Required work
None of the pictures should be copied, though every line of the listing must be printed exactly.

Source data
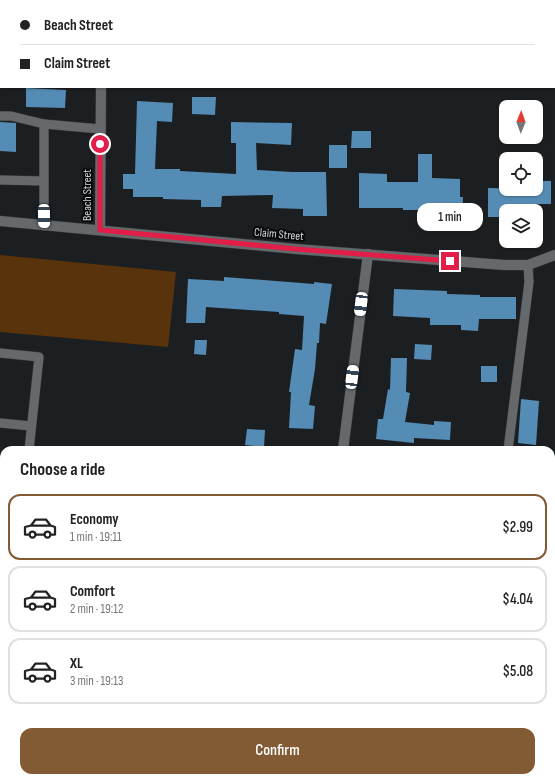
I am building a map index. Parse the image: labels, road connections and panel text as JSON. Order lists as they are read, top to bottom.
{
  "streets": {
    "street": ["Beach Street", "Claim Street"]
  },
  "crossings": [
    ["Beach Street", "Claim Street"]
  ],
  "north": "top",
  "page": {
    "banner": ["Beach Street", "Claim Street"],
    "bubble": "1 min",
    "heading": "Choose a ride",
    "list": [
      {
        "name": "Economy",
        "note": "1 min · 19:11",
        "value": "$2.99"
      },
      {
        "name": "Comfort",
        "note": "2 min · 19:12",
        "value": "$4.04"
      },
      {
        "name": "XL",
        "note": "3 min · 19:13",
        "value": "$5.08"
      }
    ],
    "buttons": "Confirm"
  }
}
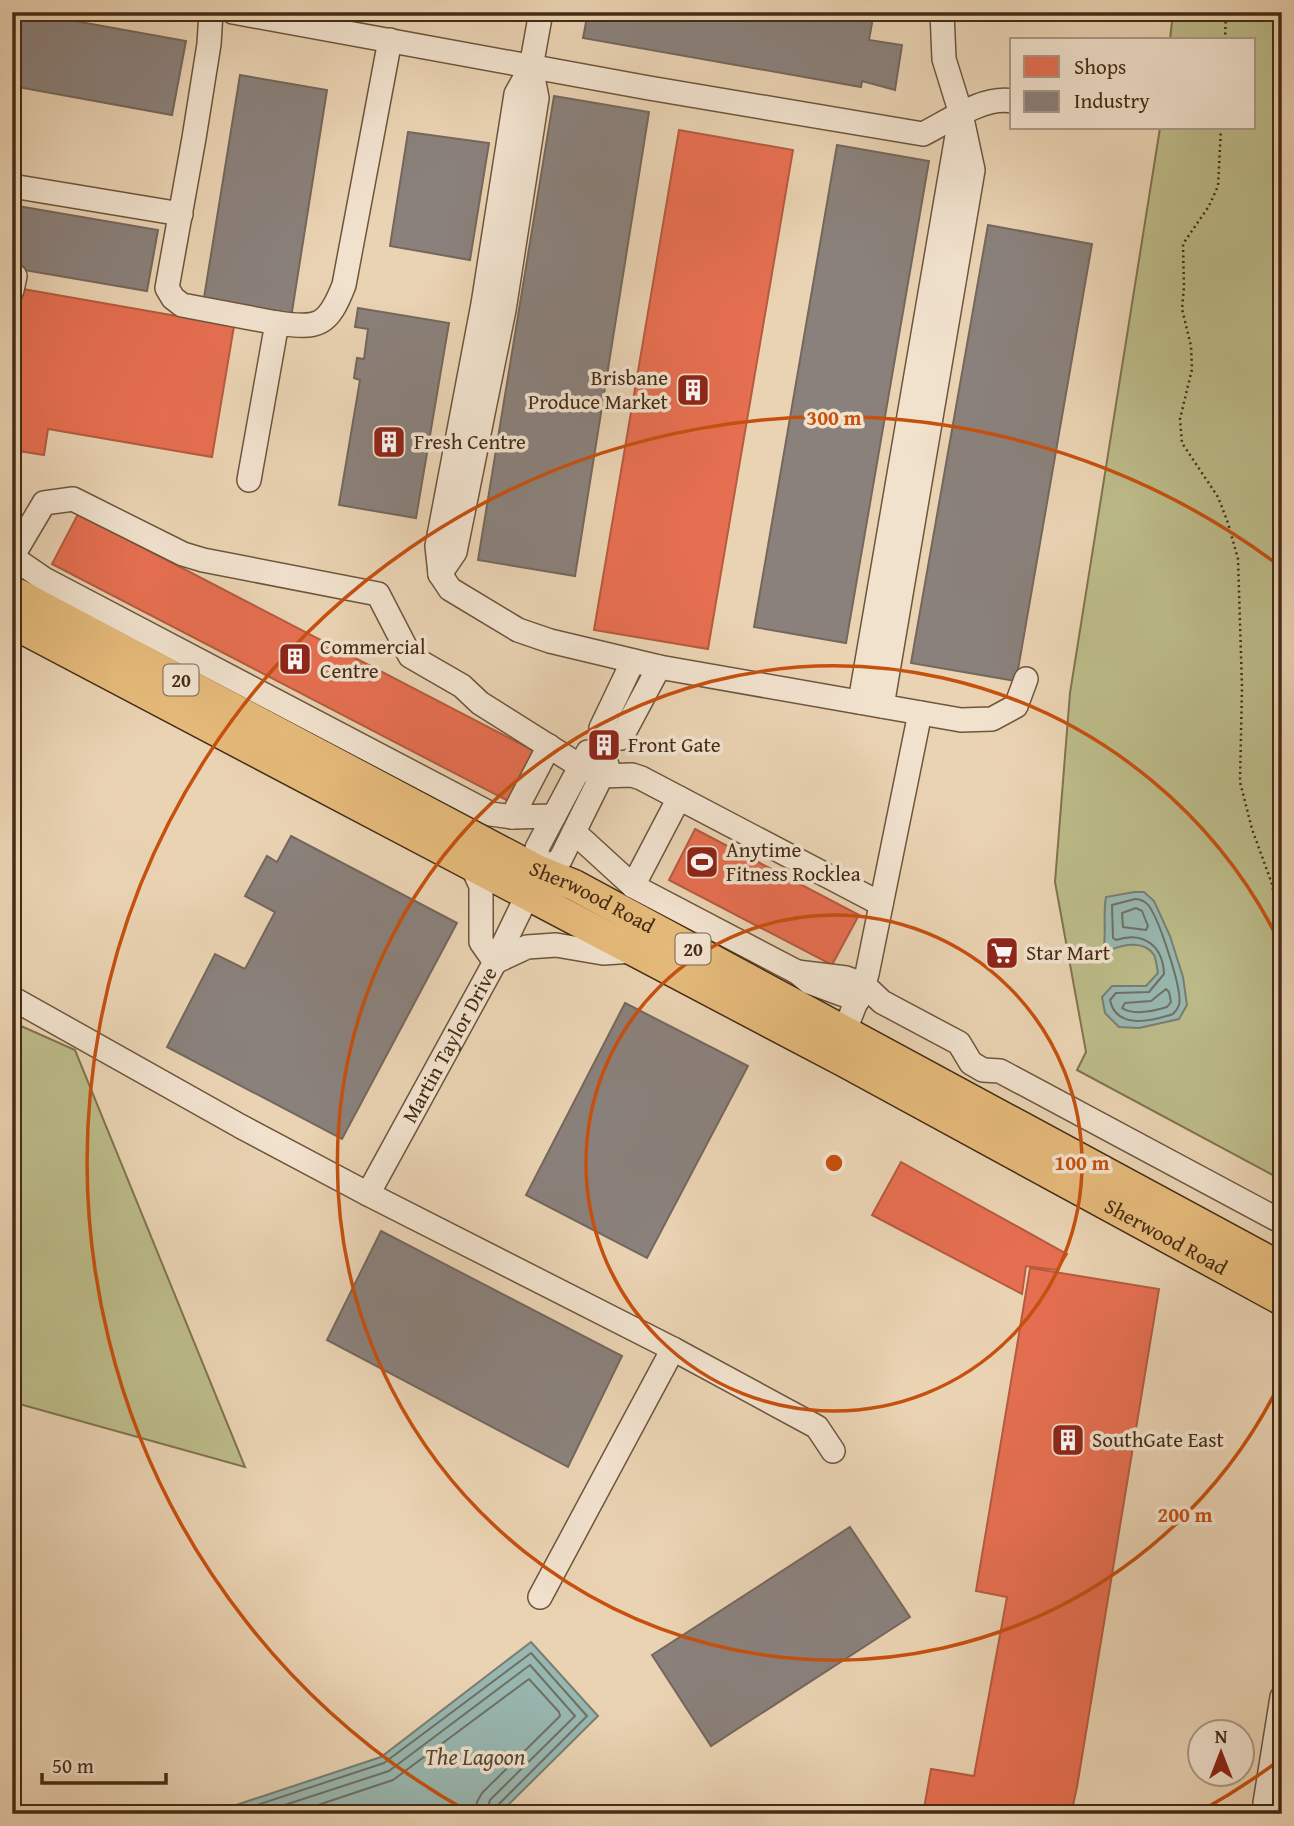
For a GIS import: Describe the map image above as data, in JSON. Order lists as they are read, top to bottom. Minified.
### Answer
{"streets":{"main road":["20","Sherwood Road"],"street":["Martin Taylor Drive"]},"crossings":[["Sherwood Road","Martin Taylor Drive"]],"water":["The Lagoon"],"places":{"building":["Brisbane Produce Market","Fresh Centre","Commercial Centre","Front Gate","SouthGate East"],"sports":["Anytime Fitness Rocklea"],"supermarket":["Star Mart"]},"legend":["Shops","Industry"],"scale_bar":"50 m","north":"top","rings":["300 m","100 m","200 m"]}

Exercise output
I am building a map index. Parse the image: labels, road connections and panel text as JSON. Order lists as they are read, top to bottom.
{
  "streets": {
    "street": ["Beach Street", "Claim Street"]
  },
  "crossings": [
    ["Beach Street", "Claim Street"]
  ],
  "north": "top",
  "page": {
    "banner": ["Beach Street", "Claim Street"],
    "bubble": "1 min",
    "heading": "Choose a ride",
    "list": [
      {
        "name": "Economy",
        "note": "1 min · 19:11",
        "value": "$2.99"
      },
      {
        "name": "Comfort",
        "note": "2 min · 19:12",
        "value": "$4.04"
      },
      {
        "name": "XL",
        "note": "3 min · 19:13",
        "value": "$5.08"
      }
    ],
    "buttons": "Confirm"
  }
}
For a GIS import: Describe the map image above as data, in JSON. Order lists as they are read, top to bottom. Minified.
### Answer
{"streets":{"main road":["20","Sherwood Road"],"street":["Martin Taylor Drive"]},"crossings":[["Sherwood Road","Martin Taylor Drive"]],"water":["The Lagoon"],"places":{"building":["Brisbane Produce Market","Fresh Centre","Commercial Centre","Front Gate","SouthGate East"],"sports":["Anytime Fitness Rocklea"],"supermarket":["Star Mart"]},"legend":["Shops","Industry"],"scale_bar":"50 m","north":"top","rings":["300 m","100 m","200 m"]}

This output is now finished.